Unix network programming: a practical approach -- part 2

By: J.D. Hildebrand

Abstract: Here's the second part of James Buchanan's tutorial on network programming in Linux and Unix.

Unix network programming: a practical approach -- part 2

By James Buchanan

In this article we'll have a look at some conversion functions, write a small library of reusable code for network programs, and revisit the TCP echo client and server from the previous installment before we progress to bigger and better programs.

THE SOCKET ADDRESS STRUCTURE

As we saw in part 1 of this series, the sockaddr_in structure contains these data members: sin_family, sin_port, sin_addr, sin_len and sin_zero (which is unused). The data stored in the structure is in network byte order, which is big-endian.

The difference between big-endian and little-endian is in which direction increasing memory addresses go. Most data types are multiple-byte values, and unfortunately there is no standard in "endianness." For example in a word, which is a 16-bit value, there are two eight-bit bytes, each of which has its own address in memory. The first byte (low-order byte) is the byte which contains the LSB (least significant bit) and the last byte (high-order byte) contains the MSB (most significant bit). There are two ways to store the 16-bit word: with the first byte of the data at the beginning address of the 16-bit word, or with the last byte of the 16-bit word in the beginning address of the 16-bit word. These two methods of storage are the source of the terms "little-endian" and "big-endian."

Addresses in the sockaddr_in structure are big-endian. Some machines are little-endian. So if we wish to print values from the structure we will need conversion functions. If our host is little-endian, the conversion functions will convert values from big-endian to little-endian.
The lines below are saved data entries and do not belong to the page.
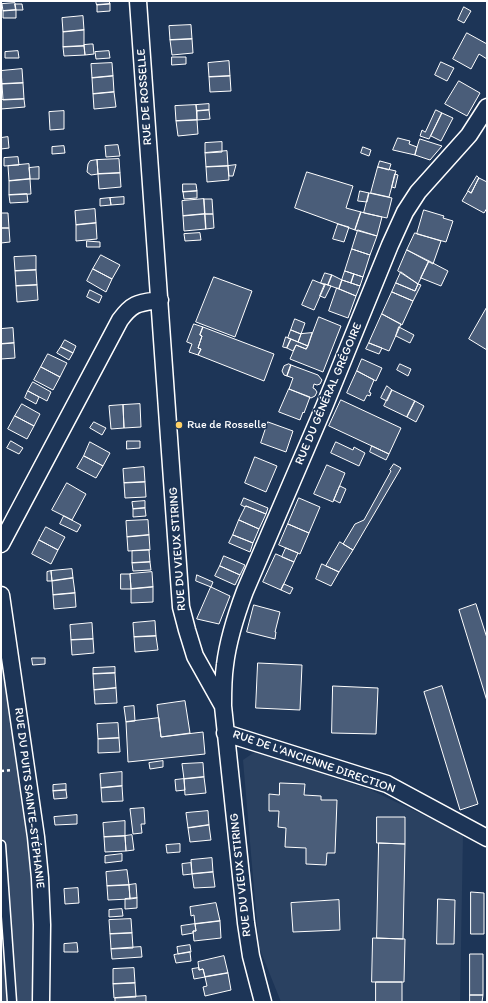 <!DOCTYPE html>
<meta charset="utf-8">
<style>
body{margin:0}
#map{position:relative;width:488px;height:1003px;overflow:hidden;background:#1d3557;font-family:Itim,sans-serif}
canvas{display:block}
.frame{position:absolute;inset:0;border:2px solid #fff;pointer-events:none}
</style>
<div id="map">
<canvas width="488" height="1003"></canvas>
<div class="frame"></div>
</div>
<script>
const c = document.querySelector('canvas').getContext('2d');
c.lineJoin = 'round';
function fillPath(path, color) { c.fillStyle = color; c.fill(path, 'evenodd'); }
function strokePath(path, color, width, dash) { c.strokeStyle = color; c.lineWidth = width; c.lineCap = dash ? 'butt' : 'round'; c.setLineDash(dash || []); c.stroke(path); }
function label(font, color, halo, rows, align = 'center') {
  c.font = font + ' Itim,sans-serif'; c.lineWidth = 3.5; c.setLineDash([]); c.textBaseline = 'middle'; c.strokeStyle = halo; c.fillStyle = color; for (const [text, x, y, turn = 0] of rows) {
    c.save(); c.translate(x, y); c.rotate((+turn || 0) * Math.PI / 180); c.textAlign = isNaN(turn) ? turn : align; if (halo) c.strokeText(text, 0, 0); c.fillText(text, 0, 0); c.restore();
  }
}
fillPath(new Path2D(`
 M256,751L371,790L463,834L460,1002H281L259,947L243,760Z`), '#2a4161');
fillPath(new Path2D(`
 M1,641L36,885L35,1002H1Z`), '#364b69');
const building = new Path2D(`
 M96,1H109L110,4L97,5Z
 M15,3L16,10L3,11L2,4Z
 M15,4H22L23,10H16Z
 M110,4V11L97,12V5Z
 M464,7L471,11L464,23L458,20Z
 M16,10V18H3V11Z
 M83,16L84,30L63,32L62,18Z
 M191,25L192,39L170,40L169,26Z
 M84,30V46L63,47V32Z
 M467,33L487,44V59L479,54L471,69L453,59Z
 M192,39L193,53L172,55L170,40Z
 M91,44H93L94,54L85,55L84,45Z
 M84,46L85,55L64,56L63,47Z
 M18,51L19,58H5V52Z
 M109,51L110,58L96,59L95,52Z
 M172,57H186V64L172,65Z
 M229,61L230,76L209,77L208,63Z
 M441,62L454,68L447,81L435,75Z
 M112,63L113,76L92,78L91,64Z
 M22,69L23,83L2,84L1,71Z
 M113,76L114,92L93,94L92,78Z
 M230,76L231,91L210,92L209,77Z
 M459,81L480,93L467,116L445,104Z
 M23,83L24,99L3,100L2,84Z
 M114,92L116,107L94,109L93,94Z
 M24,99L25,107L1,109V100Z
 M209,104V110L197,111L196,105Z
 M196,105L197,120L176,121L175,106Z
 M209,110L210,119L197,120V111Z
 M436,110L442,113L429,139L420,136L422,130L425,132Z
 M64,111V129L50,130L49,112Z
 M442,113L453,118L441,141L431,136Z
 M197,120L198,134L178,136L176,121Z
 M8,137L9,148L1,149V138Z
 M398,138L410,141L409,144L417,147L415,155L393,150Z
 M420,139L442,146L430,160L415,155Z
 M222,142V152L205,153V143Z
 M118,145L120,156L106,157L105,146Z
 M64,146L65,153L52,154V147Z
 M363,147L371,150L369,156L361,153Z
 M227,151L228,166L206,167L205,153Z
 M18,157L19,165L4,166V158Z
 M119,159L120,173L98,174L97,160Z
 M97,160L98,174L91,175L87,172L88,164L90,161Z
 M380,161L391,164L389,170L378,167Z
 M29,164L30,179L9,181L8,166Z
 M236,165L233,176H229L228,166Z
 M228,166L229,180L207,182L206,167Z
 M39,167V179H30L29,168Z
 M378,167L396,171L389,197L371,193Z
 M307,172L353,186L346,208L361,212L355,230L295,208Z
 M120,173L121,187L99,189L98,174Z
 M395,174L398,175L395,188L392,187Z
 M477,176L479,178L471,193L468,191Z
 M479,178L487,182V208L484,213L462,201L468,191L471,193Z
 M30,179L31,194L9,195V181Z
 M183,184H196L197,191L183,192Z
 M197,191V198L184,199L183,192Z
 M360,191L369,193L367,202L358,201Z
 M369,193L392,198L387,218L364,213Z
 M27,194L28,202L10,203L9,195Z
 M124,197V204L111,205L110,198Z
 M110,198L111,205L100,206V199Z
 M204,199L205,214L183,216L182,201Z
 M204,199H212L213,214H205Z
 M95,209L96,223L76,225L75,211Z
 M424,210L444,216L443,218L453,221L446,242L417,234Z
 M361,212L382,217L377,236L355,230Z
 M1,213H8L9,228H1Z
 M205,214L206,229L184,231L183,216Z
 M205,214H213L214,228L206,229Z
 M96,223L97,239L76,241V225Z
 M338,224L349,227L344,242L333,239Z
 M1,228H9L10,242L1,243Z
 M358,230L377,236L370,255L352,249Z
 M200,233L201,240L185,241L184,234Z
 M415,233L441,241L433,264L407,250Z
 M87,241L100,242V247H87Z
 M352,249L370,255L363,277L345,271Z
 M407,250L429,261L418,284L398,271Z
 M101,255L120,265L112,279L93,269Z
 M36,256V270L15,271L14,257Z
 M429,261L448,271L441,286L421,278Z
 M93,269L112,279L106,292L87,281Z
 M36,270L37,285L16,286L15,271Z
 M345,271L354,274L351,283L342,280Z
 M401,272L418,284L415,291L396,283Z
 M325,273L332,275L328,285L321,283Z
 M354,274L363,277L360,286L351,283Z
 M332,275L342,280L339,289L328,285Z
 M214,277L252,291L235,337L196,322Z
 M313,280L325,285L314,310L302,305Z
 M342,280L360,286L356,296L339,289Z
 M396,283L415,291L418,284L421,285L413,301L392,292Z
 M325,284L331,286L325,298L320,296Z
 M37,285L38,300L17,302L16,286Z
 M337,288L356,296L348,318L329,311Z
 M90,290L102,296L99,303L87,297Z
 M392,292L413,301L402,325L382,314Z
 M487,307V350L469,339Z
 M382,314L401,324L389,351L369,343Z
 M319,317L341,326L323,372L290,359L296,345L306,349Z
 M295,319L305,323L301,334L291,330Z
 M194,324L203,327L200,335L202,336L198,348L201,349L198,355L189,352L192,344L187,342Z
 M203,327L274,354L264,381L198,355L201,349L198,348L202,336L200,335Z
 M399,327L414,335L410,343L396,336Z
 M13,328L14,343L1,344V329Z
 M291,330L301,334L298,342L288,338Z
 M312,333L308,346L298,342L301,334Z
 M286,337L291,339L287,348L283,347Z
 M291,339L308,346L306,349L296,345L293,351L287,348Z
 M65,340L76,346L73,353L61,347Z
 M14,343L15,358L1,359V344Z
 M369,343L382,348L379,354L366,349Z
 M61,347L73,353L69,360L57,353Z
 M48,354L67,363L60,377L41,367Z
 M362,359L382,368L376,381L357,371Z
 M289,364L291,365L287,376L284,375L282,371L284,366Z
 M400,364L411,369L408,376L397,370Z
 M291,365L318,375L322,380L320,384L317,385L314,384L313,388L315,389L317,392L315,396L311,398L289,389L293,378L287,376Z
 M41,367L60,377L53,390L34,380Z
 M357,371L374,380L369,392L371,393L370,396L367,395L364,401L347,393Z
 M33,382L51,392L47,401L28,391Z
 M387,386L392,390L387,401L381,398Z
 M289,389L310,397L304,413L303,412L300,420L279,412Z
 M392,390L415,401L407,417L384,406Z
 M28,391L39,397L36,404L25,398Z
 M341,400L401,428L389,454L329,426Z
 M415,401L424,406L416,422L407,417Z
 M22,404L40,414L34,426L15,416Z
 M140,404L141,427L124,428L123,405Z
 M123,405L124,428L111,429L109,406Z
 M15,416L34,426L27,439L8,429Z
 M94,422L106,428L102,435L90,428Z
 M268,422L293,431L286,452L261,443Z
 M11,441L23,448L19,454L7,448Z
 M127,441H140V448L127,449Z
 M90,442L110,453L103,466L84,456Z
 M336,442L353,450L354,447L365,453L359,466L331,453Z
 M372,446L389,454L386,460L370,452Z
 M84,456L103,466L96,478L77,468Z
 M255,457L277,466L266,492L245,483Z
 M394,464L401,468L353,550L343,544L355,524L364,520L391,471L390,470Z
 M327,465L345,473L333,502L314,494Z
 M144,467L145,482L124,483L123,469Z
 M145,482L146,497L125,498L124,483Z
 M67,483L86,494L72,520L52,510Z
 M340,486L346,489L340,503L334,500Z
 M244,498L268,508L266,514L246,506L245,507L241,505Z
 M299,498L320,507L309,533L288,524Z
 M145,501V508L133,509L132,502Z
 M246,506L266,514L259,529L239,520Z
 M145,508L146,516L133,517V509Z
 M64,516L81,525L77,532L60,524Z
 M148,520L149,535L127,537L126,521Z
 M239,520L259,529L253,543L233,535Z
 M288,524L309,533L300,554L279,545Z
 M46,527L65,537L58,550L39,540Z
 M149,535L150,550L128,551L127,537Z
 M233,535L253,543L250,552L229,543Z
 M39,540L58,550L51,564L32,554Z
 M340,542L353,550L339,572L326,566Z
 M286,548L298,553L294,562L282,557Z
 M149,550L150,562L132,563V551Z
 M276,554L294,562L281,590L263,582Z
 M224,556L245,565L240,575L220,566Z
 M150,562L151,570L133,571L132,563Z
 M322,564L339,572L331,586L316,579Z
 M220,566L240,575L235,585L215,576Z
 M72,569L73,578L52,581L51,571Z
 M51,571L52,581H47V572Z
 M152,572L153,587L131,589L130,574Z
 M121,574H130L131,589H121Z
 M197,575L213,582L211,587L196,581Z
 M73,578L75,593L53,595L52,581Z
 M284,584L293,588L290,594L281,590Z
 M153,587V602L131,603V589Z
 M211,587L230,596L219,624L197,619Z
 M75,593L76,607L54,609L53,595Z
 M476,604L487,638V701L459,610Z
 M254,605L280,612L275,632H276L275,639L247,632Z
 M155,621L156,636L134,637L133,623Z
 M92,623L93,639L71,640L70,625Z
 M156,636L158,650L135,652L134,637Z
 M93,639L94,653L72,655L71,640Z
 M32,658H45V664L33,665Z
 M258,663L302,665L300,710L256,708Z
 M115,667V673L93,674V668Z
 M115,673L116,688L94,690L93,674Z
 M333,686L378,688L376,734L332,733Z
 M442,686L478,804L460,810L424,692Z
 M116,688L117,703L95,704L94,690Z
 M185,701L190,733L161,737L157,705Z
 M134,706L135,721L126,722L124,707Z
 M159,718L161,737L203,732L205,754L128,762L126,722Z
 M118,723L119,738L98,739L97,724Z
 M119,738L120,752L98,753V739Z
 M163,761V767L150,769L149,763Z
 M203,763L204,777L184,779L182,764Z
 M122,772V786L101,788L100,774Z
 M204,777L206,793L185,795L184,779Z
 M184,779L185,790L176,791L175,780Z
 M280,783L305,784L304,795L321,796V800H337L335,853H327L326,865L306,864V848L285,847L286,828L278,827L279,811H269V794L279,795Z
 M66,784V790L53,791V785Z
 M122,786L123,801L102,802L101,788Z
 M66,790L67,798L54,799L53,791Z
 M144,808L145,824H141L142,833L133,834L130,809Z
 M208,811L209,825L188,828L186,813Z
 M77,815V824L55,825L54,817Z
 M377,817H405V844L377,843Z
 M125,821V836L104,837L103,823Z
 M209,825L211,840L190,842L188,828Z
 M132,835L134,850L126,851L125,836Z
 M125,836L126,851L105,852L104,837Z
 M379,843L405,844L403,939L377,938Z
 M180,844V852L167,853L166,845Z
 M122,854V861L105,863V856Z
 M212,858L213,872L192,874L191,860Z
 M191,863L192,874L183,875L182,864Z
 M127,870L129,885L107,886L106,872Z
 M213,872L215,887L194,888L192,874Z
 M136,884L137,898L130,899L129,885Z
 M129,885L130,899L108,900L107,886Z
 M78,888L79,903L65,904L64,889Z
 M471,892L484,893V934H471Z
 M137,898V908L125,909V899Z
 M438,899L455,900L454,944H437Z
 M339,900L340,930L293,932L291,903Z
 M216,903L220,921L195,924L194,915L191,916L190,907Z
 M122,909L123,916L109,917V910Z
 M131,919L132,933L110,934L109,920Z
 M220,921L221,938L194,941L193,931H196L195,924Z
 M195,924L196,931H193V933L182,935L181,926Z
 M132,933L133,948L111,949L110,934Z
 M373,938L405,939L404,982H372Z
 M77,943L78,952H64V944Z
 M190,945L191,952L178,954L177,947Z
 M141,947L142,957L112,959L111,949Z
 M190,952L191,961L176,963L174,955Z
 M470,954H483V995H470Z
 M224,956L228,973L205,977L203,969L199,970L198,962Z
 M134,968L135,983L113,984V969Z
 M199,968V970L203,969L205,977L194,979L192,969Z
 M228,973L231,990L205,996L203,987L207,986L205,977Z
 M376,982H402V1002H376Z
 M135,983L136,997L114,998L113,984Z
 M470,995H483L482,1002H470Z
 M146,996V1002H115V998Z`);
fillPath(building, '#4a5d79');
strokePath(building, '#fff', 1);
const service = new Path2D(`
 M1,845L12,1002`);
const minor = new Path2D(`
 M138,1L181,607L187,630L195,656L223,706L246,923L251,956L263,1002
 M1,544L120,320C133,302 139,303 160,300
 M1,595L36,837L40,878L42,925L41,1002
 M223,705C223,692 223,679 225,665C228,640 236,615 245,591L324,407L390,245L405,212L418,192L469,135L487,107
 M225,733L387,784L487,838`);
strokePath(service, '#fff', 11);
strokePath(minor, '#fff', 19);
strokePath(new Path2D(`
 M1,771L12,770`), '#fff', 2.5, [3, 3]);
strokePath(service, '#1d3557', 8);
strokePath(minor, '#1d3557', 16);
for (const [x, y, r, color] of [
 [179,425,4,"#ffd166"]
]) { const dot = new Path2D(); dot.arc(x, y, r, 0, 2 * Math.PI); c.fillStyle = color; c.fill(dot); strokePath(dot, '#1d3557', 1.5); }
label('12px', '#fff', '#1d3557', [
 ["RUE DE ROSSELLE",145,97,-94],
 ["RUE DU GÉNÉRAL GRÉGOIRE",329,394,-67],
 ["RUE DU VIEUX STIRING",178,549,-94],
 ["RUE DE L'ANCIENNE DIRECTION",314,762,19],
 ["RUE DU PUITS SAINTE-STÉPHANIE",29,798,83],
 ["RUE DU VIEUX STIRING",241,875,-96]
]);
label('12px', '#fff', '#1d3557', [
 ["Rue de Rosselle",187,425]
], 'left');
</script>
If the host is big-endian, the conversion functions may be defined as null macros.

USEFUL CONVERSION FUNCTIONS

Here are the prototypes of some conversion functions and a description of what they do.

#include <netinet/in.h>
uint16_t htons(uint16_t host16bitvalue);
htons takes a host's 16-bit value, say an integer, and returns the network byte ordered equivalent. htons stands for "host to network short."
#include <netinet/in.h>
uint32_t htonl(uint32_t host32bitvalue);
htonl takes a host's 32-bit value and returns the network byte ordered equivalent. htonl stands for "host to network long."
#include <netinet/in.h>
uint16_t ntohs(uint16_t network16bitvalue);
ntohs takes the network byte ordered 16-bit value and returns it in the host's byte order. ntohs stands for "network to host short".
#include <netinet/in.h>
uint32_t ntohl(uint32_t network32bitvalue);
ntohl takes a network byte ordered 32-bit value and returns it in the host's byte order. ntohl stands for "network to host long."
#include <arpa/inet.h>
int inet_pton(int family, const char *ip_str, void *socket_address);
inet_pton stakes a dotted ASCII string representing an IPv4 or IPv6 address and stores it in network byte order through the socket address structure, which is the third parameter. The dotted string IP address is the second parameter, ip_str. The first parameter is the family, either AF_INET or AF_INET6. The p stands for "presentation" and the n stands for "numeric." Presentation means the ASCII string representation of the address, and numeric means the binary network byte ordered representation.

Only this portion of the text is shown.